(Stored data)
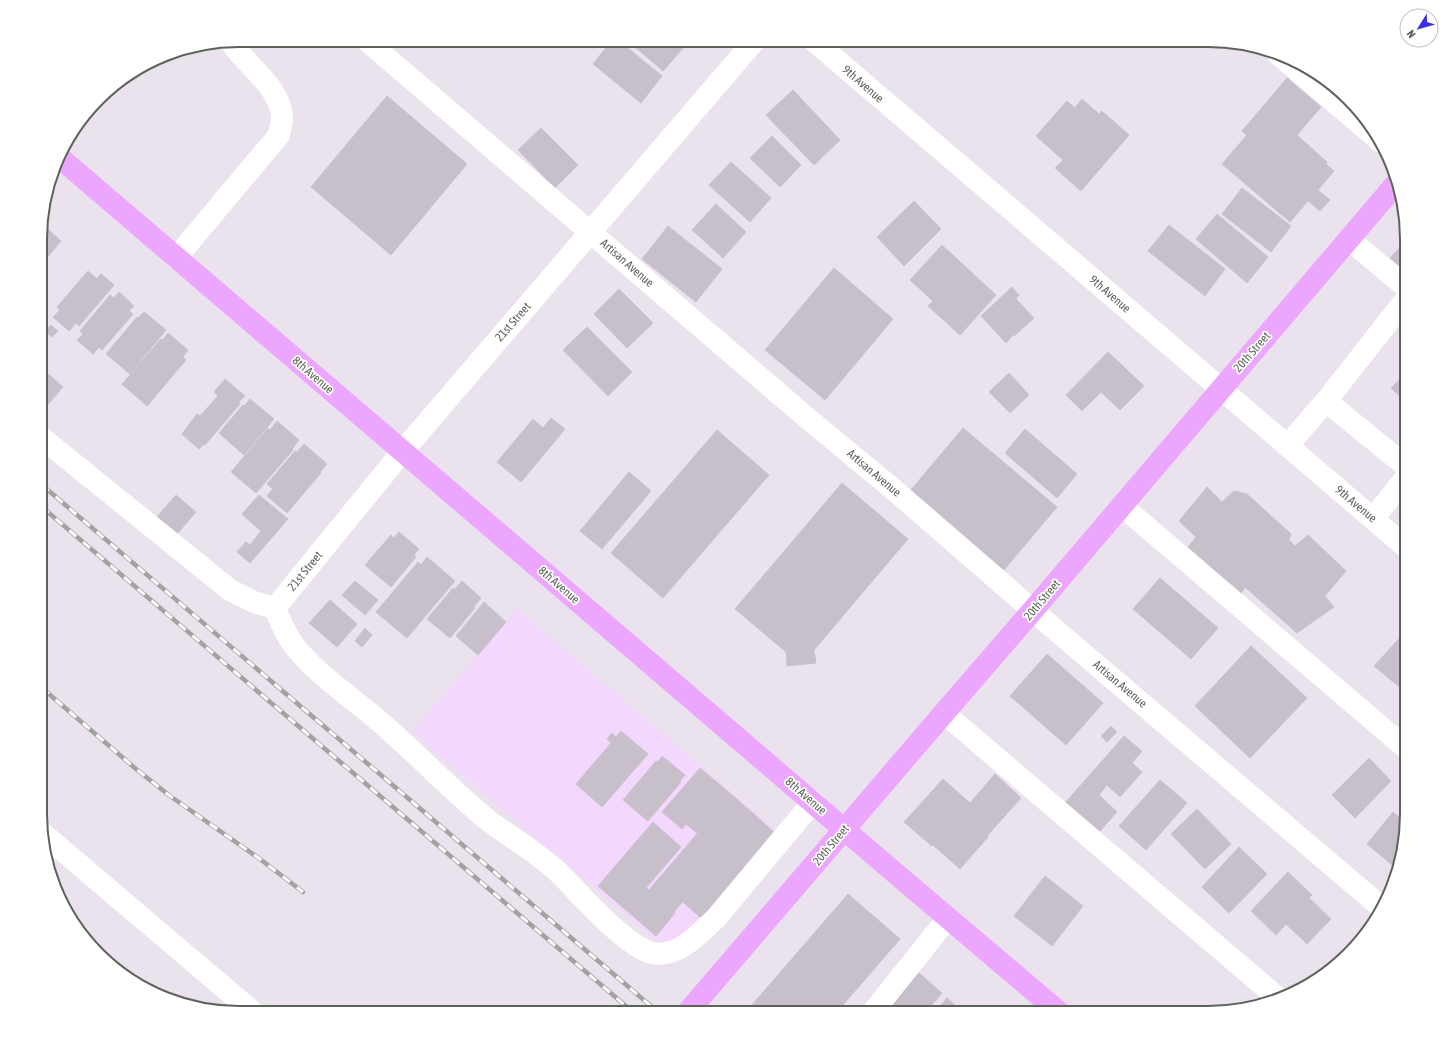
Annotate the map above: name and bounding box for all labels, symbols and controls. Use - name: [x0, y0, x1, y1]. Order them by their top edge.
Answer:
- north arrow: [1399, 8, 1439, 48]
- text: N: [1404, 28, 1418, 40]
- street label: 9th Avenue: [840, 62, 886, 106]
- street label: Artisan Avenue: [597, 236, 657, 290]
- street label: 9th Avenue: [1087, 272, 1133, 316]
- street label: 21st Street: [492, 299, 534, 344]
- street label: 20th Street: [1231, 329, 1274, 375]
- street label: 8th Avenue: [290, 353, 336, 397]
- street label: Artisan Avenue: [844, 446, 904, 500]
- street label: 9th Avenue: [1332, 483, 1380, 525]
- street label: 21st Street: [285, 548, 326, 594]
- street label: 8th Avenue: [536, 563, 582, 607]
- street label: 20th Street: [1021, 576, 1063, 623]
- street label: Artisan Avenue: [1090, 657, 1150, 711]
- street label: 8th Avenue: [783, 774, 829, 818]
- street label: 20th Street: [810, 821, 852, 868]

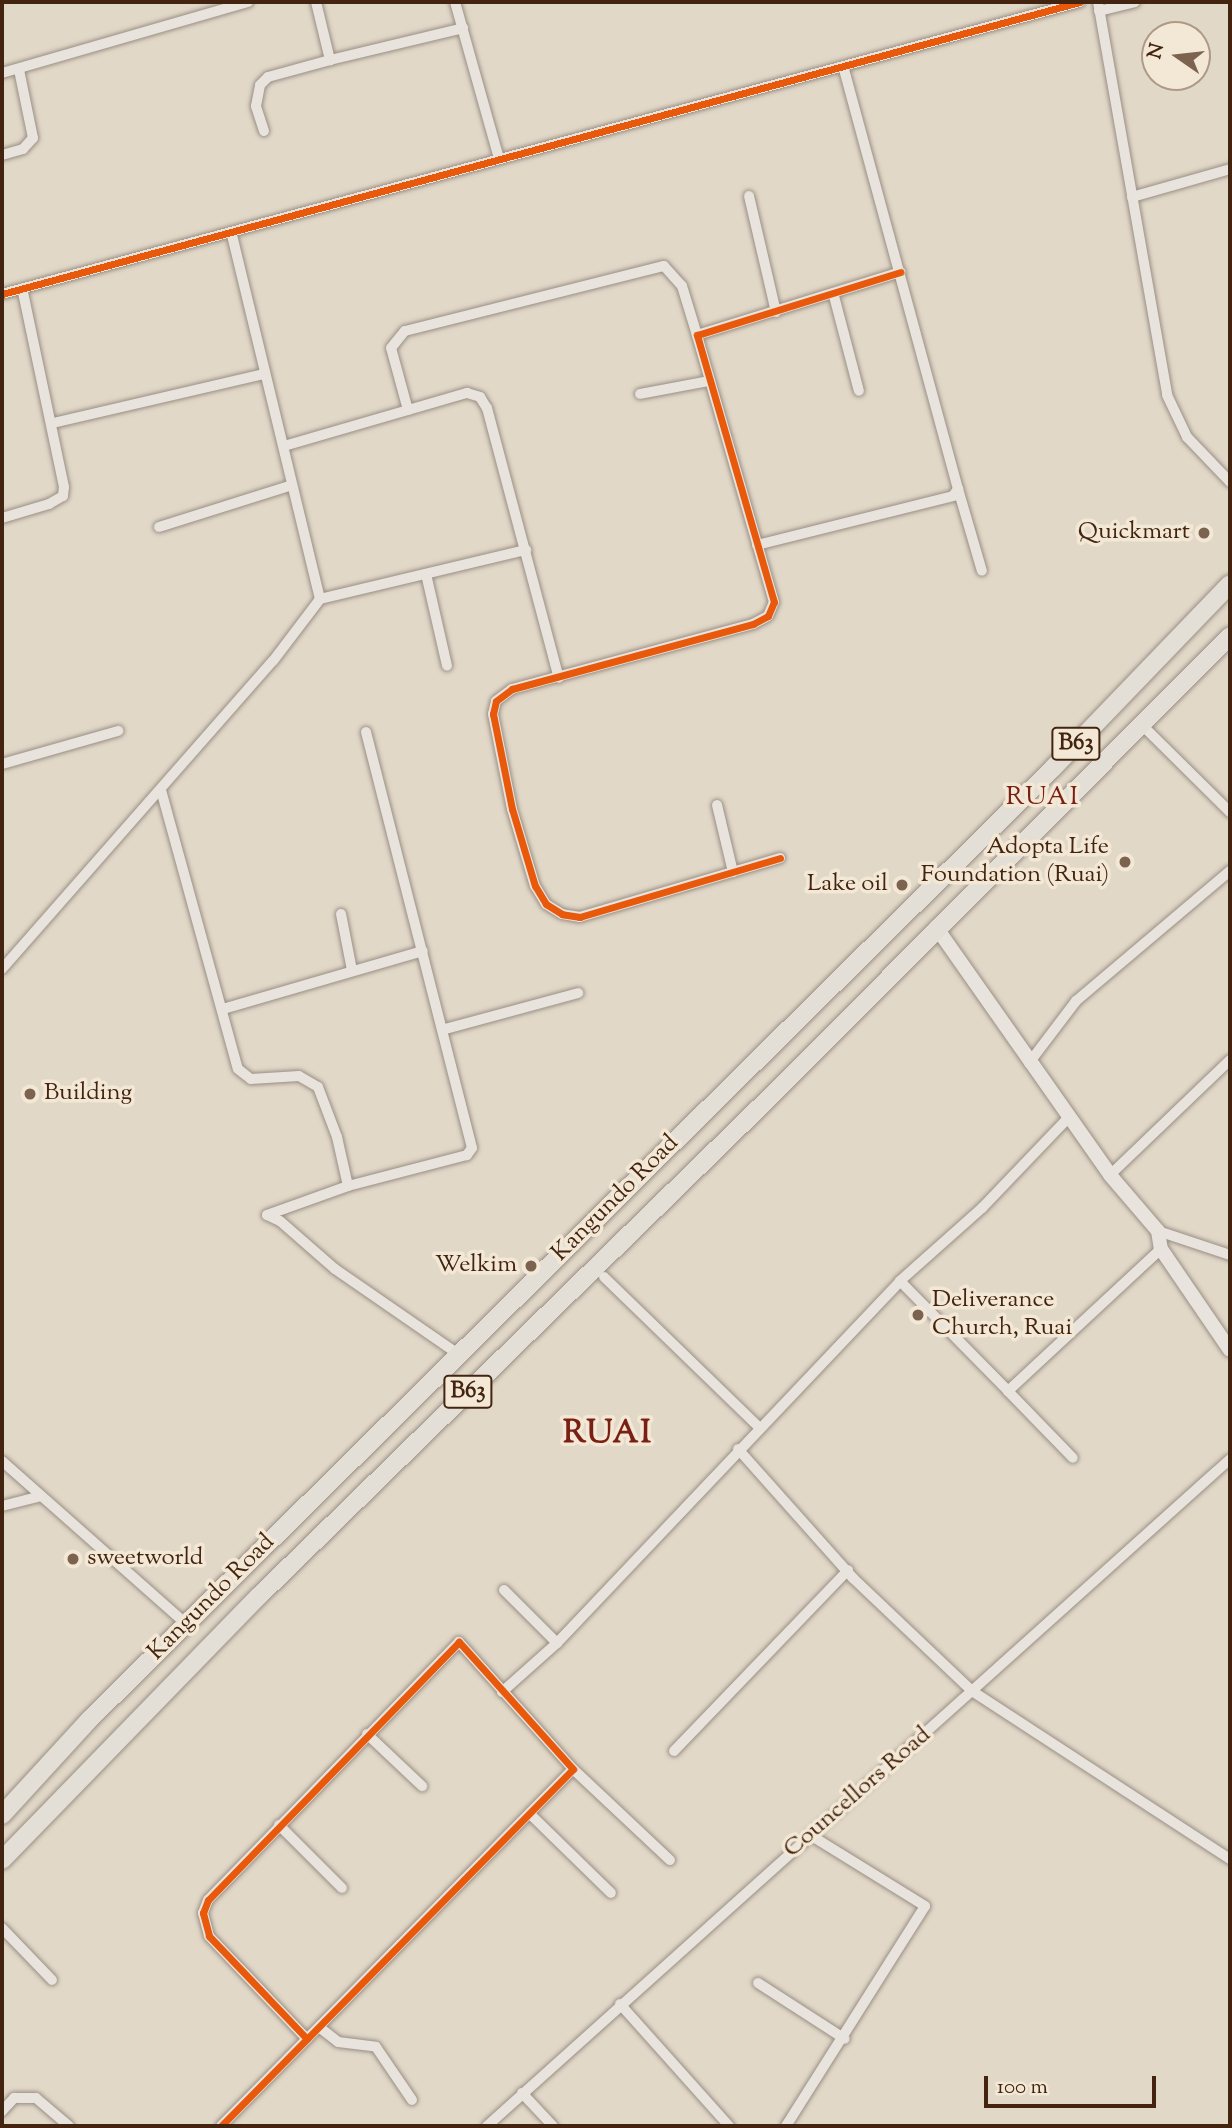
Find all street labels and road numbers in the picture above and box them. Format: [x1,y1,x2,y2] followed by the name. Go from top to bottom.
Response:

EXERCISE BRIEF:
Find the number of lines in the records that contain "above", and write that number only.

ANSWER SECTION:
2